Let’s look at how to get setup correctly, issues to look out for and our top PETG printing tips that’ll save you time troubleshooting.
PETG Print Settings
- We recommend printing our PETG settings at roughly 220C-245C depending on your extruder. The PETG bed temperature works best around 70-75C, a few degrees hotter perhaps for those first few layers.
- What's the best surface to print PETG on? Well in our experience, blue painter's tape works the best. PETG bed adhesion can work great with other materials though, providing you follow the next (very important) step.
- This material doesn’t need to be squeezed onto your heated bed, you want to leave a slightly larger gap on the Z axis to allow more room for the plastic to lay down. If the extruder nozzle is too close to the bed, or previous layer it will skim and create stringing and build-up around your nozzle. We recommend starting off moving your nozzle away from the bed in 0.02mm increments, until there is no skimming when printing.
- The Fan: essentially if you want the strongest possible print, print with no fan. The higher PETG filament temperature will aid super-strong layer adhesion. The molten PETG will stick to the previous layer ridiculously well. But if you need better detail, and no stringing, you really need to use 100% PETG cooling fan. The rapid cooling after leaving the nozzle will leave your prints detailed, with no stringing or blobbing.
We recommend printing without fan for the first layer or two, and then full fan after that. If you’re still getting trouble with slight stringing and you’re feeling brave, taking the guard off your fan can increase airflow further – but that’s your choice.
These are some of Joseph Casha of 3D Maker Noob's prints in our Red PETG
This is the sort of thing you may choose different fan settings for different prints - so that you're set up optimally for what you wanted to print. Experiment to get a good idea for how the filament reacts with your printer's fan settings.
- Print a little slower, we recommend around 55mm/sec or less, more than 60 and it won’t lie fast enough.
- PETG can be sensitive to over extrusion (blobbing etc.) – if you’re experience this, just bring in the extrusion setting on the splicer ever-so-slightly each time until it stops.
It’s likely you won’t have issues with all of these points, but as you can see – just like other 3d printing filaments, each material has its own set of traits to setup for.

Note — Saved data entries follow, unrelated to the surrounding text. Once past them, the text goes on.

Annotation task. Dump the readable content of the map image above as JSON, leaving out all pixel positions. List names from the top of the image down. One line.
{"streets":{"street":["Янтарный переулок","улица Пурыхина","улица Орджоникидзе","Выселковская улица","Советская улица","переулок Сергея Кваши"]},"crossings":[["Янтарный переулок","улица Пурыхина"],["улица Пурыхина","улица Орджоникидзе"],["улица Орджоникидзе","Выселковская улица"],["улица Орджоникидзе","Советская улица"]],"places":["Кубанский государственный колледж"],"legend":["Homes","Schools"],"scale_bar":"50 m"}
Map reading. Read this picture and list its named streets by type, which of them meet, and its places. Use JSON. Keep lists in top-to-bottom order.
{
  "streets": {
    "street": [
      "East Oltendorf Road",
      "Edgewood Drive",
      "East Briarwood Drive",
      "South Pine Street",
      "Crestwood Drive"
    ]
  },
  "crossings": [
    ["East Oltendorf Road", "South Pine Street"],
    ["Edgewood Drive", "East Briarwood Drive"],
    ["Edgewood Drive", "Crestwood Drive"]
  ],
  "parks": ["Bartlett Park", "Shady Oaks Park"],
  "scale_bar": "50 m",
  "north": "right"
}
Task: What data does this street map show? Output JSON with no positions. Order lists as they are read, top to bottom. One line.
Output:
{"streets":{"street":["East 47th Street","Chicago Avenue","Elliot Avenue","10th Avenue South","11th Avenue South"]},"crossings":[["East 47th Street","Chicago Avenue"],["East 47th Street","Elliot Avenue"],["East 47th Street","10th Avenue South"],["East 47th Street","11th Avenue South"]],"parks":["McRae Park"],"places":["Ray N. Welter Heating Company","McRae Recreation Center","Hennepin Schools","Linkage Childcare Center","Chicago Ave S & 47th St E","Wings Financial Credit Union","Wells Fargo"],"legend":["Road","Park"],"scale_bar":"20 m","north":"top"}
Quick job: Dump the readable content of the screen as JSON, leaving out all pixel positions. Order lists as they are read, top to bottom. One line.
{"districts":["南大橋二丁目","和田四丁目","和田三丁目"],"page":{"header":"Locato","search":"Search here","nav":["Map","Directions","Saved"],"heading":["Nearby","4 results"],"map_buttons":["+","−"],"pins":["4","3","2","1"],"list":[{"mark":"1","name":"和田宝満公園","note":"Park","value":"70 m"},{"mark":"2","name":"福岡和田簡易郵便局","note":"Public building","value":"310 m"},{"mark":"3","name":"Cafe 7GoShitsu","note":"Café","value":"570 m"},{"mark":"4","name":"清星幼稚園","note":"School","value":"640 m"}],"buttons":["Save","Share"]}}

Once you know the cause of each issue, and how to fix you’ll find the printing consistent time and time over.
Here's a quick rundown of PETG vs ABS:
- PETG is more durable than ABS, but ABS is harder, and more rigid.
- PETG has a lower glass transition temperature, at 80C compared with ABS's 105C
- ABS is approximately 20% less dense than PETG.
- PETG won't warp like ABS might (if printed incorrectly) and is generally odourless.
- PETG is more chemically resistant, and so cannot be acetone smoothed like ABS.
Here's a quick rundown of PETG vs PLA:
- PLA is more brittle than PETG, unless you want to try to anneal it.
- PLA and PETG have very similar densities.
- PETG will need a heated bed, whereas PLA can be printed cold.
- Layer adhesion with PETG is typically unmatched, leaving very strong and durable prints.
- PLA prints supports easily to remove, whereas these are harder (but not impossible) to remove with PETG.